- [SOURCE DATA]
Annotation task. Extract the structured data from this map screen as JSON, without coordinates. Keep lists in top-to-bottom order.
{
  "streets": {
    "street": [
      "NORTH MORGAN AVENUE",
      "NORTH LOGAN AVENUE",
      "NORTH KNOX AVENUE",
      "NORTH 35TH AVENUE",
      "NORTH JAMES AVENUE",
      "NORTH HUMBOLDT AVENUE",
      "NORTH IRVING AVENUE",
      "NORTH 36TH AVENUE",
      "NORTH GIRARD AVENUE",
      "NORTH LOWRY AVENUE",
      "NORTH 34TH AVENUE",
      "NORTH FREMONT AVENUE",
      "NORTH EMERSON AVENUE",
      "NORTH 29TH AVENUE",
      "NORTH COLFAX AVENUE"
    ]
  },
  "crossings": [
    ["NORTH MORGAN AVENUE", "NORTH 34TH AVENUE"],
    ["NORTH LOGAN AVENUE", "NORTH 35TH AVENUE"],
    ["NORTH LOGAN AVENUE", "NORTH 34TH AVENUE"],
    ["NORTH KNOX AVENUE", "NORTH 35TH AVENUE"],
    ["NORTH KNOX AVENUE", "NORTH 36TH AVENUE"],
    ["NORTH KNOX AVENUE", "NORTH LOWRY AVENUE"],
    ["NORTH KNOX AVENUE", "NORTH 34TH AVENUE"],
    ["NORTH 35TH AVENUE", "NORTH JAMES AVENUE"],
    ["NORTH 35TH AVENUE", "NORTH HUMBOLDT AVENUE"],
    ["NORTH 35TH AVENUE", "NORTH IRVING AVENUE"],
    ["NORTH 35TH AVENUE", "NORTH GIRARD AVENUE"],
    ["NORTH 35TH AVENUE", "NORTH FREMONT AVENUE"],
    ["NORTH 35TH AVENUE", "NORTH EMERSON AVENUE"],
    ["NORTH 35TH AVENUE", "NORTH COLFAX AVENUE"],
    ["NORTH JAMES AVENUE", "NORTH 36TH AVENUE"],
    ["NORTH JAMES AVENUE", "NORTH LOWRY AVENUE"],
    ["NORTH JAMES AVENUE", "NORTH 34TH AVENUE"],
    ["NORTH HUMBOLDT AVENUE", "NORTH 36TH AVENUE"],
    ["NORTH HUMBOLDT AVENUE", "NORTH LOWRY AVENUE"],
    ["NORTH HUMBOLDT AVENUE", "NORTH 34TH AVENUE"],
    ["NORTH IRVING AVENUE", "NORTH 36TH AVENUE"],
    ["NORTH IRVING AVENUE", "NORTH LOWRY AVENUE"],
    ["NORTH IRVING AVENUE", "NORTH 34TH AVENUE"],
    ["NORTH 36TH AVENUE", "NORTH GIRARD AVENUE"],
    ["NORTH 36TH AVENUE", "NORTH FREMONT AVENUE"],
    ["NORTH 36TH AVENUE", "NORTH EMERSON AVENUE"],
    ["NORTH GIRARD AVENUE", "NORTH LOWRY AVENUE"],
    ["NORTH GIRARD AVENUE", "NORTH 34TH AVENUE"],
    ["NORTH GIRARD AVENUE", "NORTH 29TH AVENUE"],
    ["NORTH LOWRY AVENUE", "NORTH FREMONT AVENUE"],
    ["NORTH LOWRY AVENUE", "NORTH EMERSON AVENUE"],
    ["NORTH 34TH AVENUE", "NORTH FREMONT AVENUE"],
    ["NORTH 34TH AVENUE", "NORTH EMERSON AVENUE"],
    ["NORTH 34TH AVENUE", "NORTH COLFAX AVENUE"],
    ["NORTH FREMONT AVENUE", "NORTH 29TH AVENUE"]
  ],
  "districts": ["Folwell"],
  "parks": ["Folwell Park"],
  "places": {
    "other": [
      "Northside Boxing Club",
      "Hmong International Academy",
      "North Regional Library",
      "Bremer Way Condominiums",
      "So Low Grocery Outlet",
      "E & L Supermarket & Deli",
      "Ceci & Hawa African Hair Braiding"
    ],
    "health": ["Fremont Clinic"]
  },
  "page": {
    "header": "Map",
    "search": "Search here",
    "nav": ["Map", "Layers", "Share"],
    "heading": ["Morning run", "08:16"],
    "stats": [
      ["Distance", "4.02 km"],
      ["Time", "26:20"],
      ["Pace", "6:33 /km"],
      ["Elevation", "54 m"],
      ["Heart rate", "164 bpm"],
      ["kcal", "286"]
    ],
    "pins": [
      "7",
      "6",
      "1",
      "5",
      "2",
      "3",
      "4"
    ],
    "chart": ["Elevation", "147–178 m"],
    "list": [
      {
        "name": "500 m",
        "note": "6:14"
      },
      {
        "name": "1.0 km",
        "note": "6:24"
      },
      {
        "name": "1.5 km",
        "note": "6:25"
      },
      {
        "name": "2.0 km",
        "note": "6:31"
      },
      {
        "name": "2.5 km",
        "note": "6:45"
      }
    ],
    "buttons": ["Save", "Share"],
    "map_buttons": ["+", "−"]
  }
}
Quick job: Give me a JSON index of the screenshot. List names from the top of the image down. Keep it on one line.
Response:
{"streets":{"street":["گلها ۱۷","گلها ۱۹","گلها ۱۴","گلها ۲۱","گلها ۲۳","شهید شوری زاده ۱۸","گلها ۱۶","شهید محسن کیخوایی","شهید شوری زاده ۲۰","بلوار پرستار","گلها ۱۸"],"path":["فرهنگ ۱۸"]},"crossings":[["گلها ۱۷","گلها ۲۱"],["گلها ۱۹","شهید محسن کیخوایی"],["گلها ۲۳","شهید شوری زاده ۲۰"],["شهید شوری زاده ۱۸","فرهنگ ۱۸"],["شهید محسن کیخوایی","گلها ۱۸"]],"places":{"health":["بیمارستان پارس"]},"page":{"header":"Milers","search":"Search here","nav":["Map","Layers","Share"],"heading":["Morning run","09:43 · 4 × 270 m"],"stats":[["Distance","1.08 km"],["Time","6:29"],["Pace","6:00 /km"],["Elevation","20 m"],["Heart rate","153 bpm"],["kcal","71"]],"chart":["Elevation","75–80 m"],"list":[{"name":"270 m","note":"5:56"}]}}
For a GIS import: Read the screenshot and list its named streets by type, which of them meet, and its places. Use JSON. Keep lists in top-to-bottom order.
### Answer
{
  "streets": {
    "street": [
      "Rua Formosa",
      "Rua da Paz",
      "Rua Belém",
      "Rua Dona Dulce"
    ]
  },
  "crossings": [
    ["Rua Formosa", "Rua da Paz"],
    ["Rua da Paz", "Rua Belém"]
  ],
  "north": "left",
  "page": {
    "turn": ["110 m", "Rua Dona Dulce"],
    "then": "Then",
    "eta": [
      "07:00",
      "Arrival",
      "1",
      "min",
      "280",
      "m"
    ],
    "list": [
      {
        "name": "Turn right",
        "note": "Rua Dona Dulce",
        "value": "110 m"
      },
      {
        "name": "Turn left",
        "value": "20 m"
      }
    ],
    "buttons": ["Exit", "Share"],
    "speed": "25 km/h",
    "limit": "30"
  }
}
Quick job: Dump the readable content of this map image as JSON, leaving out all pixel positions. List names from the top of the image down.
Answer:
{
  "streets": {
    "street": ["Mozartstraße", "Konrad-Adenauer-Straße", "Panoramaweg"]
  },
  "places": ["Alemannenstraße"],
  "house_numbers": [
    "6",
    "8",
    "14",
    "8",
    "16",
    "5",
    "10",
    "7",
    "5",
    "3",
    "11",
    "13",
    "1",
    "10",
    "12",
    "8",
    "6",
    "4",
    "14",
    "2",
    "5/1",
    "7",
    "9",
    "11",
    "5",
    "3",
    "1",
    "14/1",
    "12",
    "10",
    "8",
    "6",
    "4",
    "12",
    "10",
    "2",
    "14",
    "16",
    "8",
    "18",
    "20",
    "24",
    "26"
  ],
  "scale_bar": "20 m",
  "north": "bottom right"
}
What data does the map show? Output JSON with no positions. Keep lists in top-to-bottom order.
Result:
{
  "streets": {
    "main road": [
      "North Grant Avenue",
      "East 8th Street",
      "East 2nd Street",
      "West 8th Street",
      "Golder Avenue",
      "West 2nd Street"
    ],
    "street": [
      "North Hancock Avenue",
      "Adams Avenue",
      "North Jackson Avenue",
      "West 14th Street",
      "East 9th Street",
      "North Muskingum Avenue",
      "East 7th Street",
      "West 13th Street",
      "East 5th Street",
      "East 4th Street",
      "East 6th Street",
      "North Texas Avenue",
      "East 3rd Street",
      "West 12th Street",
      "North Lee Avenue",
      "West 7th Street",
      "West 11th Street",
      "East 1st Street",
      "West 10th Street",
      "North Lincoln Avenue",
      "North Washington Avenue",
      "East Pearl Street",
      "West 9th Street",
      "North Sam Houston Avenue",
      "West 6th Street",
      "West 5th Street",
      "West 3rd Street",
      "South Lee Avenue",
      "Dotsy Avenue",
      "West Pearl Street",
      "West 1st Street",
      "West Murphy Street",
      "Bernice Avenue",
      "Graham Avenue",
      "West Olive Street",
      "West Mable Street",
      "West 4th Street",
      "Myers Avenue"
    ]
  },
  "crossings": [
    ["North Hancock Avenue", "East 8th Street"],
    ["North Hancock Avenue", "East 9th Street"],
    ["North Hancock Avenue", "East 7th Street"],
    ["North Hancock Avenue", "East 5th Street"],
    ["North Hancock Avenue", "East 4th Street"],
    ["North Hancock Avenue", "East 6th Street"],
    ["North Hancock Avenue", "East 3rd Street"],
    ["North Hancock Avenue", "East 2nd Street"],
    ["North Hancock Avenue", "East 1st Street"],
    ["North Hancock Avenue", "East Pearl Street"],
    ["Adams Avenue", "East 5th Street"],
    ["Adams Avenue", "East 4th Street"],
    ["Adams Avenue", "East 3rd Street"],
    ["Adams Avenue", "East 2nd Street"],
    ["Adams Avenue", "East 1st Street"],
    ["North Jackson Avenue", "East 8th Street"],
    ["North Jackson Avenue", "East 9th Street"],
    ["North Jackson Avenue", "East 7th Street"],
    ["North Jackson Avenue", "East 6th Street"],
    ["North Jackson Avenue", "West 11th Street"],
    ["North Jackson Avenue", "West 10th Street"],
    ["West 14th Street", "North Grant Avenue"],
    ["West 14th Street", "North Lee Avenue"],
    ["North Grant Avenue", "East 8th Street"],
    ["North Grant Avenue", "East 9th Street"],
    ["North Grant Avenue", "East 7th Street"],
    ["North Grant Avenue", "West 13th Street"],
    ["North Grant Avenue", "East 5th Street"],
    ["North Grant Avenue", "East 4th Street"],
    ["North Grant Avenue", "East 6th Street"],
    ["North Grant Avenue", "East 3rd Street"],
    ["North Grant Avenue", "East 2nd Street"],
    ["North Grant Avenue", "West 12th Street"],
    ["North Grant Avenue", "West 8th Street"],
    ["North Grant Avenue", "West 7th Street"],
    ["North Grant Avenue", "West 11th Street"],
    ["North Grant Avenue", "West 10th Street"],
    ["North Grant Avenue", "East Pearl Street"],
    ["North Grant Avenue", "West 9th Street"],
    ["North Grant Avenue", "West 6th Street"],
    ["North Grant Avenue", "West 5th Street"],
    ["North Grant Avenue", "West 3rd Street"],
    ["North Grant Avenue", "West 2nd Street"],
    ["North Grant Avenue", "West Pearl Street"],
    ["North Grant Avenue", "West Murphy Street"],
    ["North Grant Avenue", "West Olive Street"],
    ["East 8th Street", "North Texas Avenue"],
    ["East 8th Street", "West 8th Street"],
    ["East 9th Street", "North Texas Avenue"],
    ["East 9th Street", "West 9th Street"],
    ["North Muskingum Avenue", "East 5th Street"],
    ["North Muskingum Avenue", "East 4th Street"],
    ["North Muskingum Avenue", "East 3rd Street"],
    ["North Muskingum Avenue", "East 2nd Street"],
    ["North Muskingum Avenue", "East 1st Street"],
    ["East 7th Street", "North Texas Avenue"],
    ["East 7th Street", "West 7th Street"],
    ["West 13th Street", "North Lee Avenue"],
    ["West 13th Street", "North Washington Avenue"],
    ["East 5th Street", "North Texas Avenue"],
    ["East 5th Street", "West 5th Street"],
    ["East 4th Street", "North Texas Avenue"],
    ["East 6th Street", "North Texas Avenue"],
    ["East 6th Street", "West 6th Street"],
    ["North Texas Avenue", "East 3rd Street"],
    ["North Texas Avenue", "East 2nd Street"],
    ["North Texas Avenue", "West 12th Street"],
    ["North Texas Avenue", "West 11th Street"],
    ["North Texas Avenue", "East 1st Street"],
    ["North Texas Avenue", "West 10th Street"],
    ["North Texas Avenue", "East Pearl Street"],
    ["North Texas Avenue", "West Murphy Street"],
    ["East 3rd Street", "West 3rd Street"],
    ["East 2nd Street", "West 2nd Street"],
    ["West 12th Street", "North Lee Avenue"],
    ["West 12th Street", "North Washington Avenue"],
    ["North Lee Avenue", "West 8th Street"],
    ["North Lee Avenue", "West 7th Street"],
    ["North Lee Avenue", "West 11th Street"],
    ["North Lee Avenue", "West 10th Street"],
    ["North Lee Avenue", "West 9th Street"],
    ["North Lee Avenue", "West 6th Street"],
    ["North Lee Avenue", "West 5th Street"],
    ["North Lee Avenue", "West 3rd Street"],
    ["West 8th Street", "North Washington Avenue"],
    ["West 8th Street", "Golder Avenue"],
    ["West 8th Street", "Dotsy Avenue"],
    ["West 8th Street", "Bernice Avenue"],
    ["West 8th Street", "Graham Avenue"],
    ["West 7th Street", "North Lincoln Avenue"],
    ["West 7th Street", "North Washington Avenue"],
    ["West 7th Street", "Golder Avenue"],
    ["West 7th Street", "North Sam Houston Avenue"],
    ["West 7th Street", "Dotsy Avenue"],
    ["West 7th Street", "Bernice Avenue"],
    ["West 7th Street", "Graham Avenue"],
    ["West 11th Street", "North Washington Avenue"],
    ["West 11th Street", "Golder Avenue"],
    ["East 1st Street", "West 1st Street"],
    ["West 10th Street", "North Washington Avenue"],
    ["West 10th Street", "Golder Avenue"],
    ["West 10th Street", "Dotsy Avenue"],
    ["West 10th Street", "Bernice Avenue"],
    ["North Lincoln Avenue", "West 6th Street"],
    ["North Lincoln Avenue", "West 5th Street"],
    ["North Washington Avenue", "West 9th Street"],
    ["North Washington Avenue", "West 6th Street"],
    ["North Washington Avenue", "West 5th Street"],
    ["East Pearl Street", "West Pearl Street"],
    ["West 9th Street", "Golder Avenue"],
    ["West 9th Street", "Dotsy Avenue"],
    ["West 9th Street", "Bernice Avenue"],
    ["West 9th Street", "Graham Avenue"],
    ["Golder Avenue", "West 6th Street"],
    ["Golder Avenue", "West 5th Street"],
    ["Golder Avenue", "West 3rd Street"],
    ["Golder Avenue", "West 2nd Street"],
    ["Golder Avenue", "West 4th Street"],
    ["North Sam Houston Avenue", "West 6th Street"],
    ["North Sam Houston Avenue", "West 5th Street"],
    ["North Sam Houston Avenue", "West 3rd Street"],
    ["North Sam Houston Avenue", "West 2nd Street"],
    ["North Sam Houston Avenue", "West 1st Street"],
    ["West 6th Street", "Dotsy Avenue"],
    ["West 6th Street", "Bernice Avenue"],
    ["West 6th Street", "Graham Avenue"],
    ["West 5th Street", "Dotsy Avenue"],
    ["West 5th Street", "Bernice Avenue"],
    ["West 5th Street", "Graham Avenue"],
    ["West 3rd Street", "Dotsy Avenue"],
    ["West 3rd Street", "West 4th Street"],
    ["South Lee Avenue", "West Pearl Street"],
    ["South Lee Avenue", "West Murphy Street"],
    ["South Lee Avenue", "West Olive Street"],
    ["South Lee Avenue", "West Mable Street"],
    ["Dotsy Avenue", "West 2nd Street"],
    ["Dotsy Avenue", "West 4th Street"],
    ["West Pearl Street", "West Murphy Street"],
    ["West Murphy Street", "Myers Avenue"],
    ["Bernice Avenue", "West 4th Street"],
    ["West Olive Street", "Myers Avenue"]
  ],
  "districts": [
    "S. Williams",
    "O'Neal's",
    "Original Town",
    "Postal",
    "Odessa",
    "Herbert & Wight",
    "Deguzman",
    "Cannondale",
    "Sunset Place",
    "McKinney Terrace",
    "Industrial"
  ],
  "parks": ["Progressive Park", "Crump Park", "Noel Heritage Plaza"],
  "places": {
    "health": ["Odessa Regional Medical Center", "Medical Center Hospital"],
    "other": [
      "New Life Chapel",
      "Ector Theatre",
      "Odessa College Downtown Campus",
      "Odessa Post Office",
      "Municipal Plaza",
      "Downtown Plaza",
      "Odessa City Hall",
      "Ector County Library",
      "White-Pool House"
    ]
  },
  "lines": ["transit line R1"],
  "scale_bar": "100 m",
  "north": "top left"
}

- [PROBLEM STATEMENT] Return every line of the entries above that the string "Dona" appears in.

- [YOUR SOLUTION]
      "Rua Dona Dulce"
    "turn": ["110 m", "Rua Dona Dulce"],
        "note": "Rua Dona Dulce",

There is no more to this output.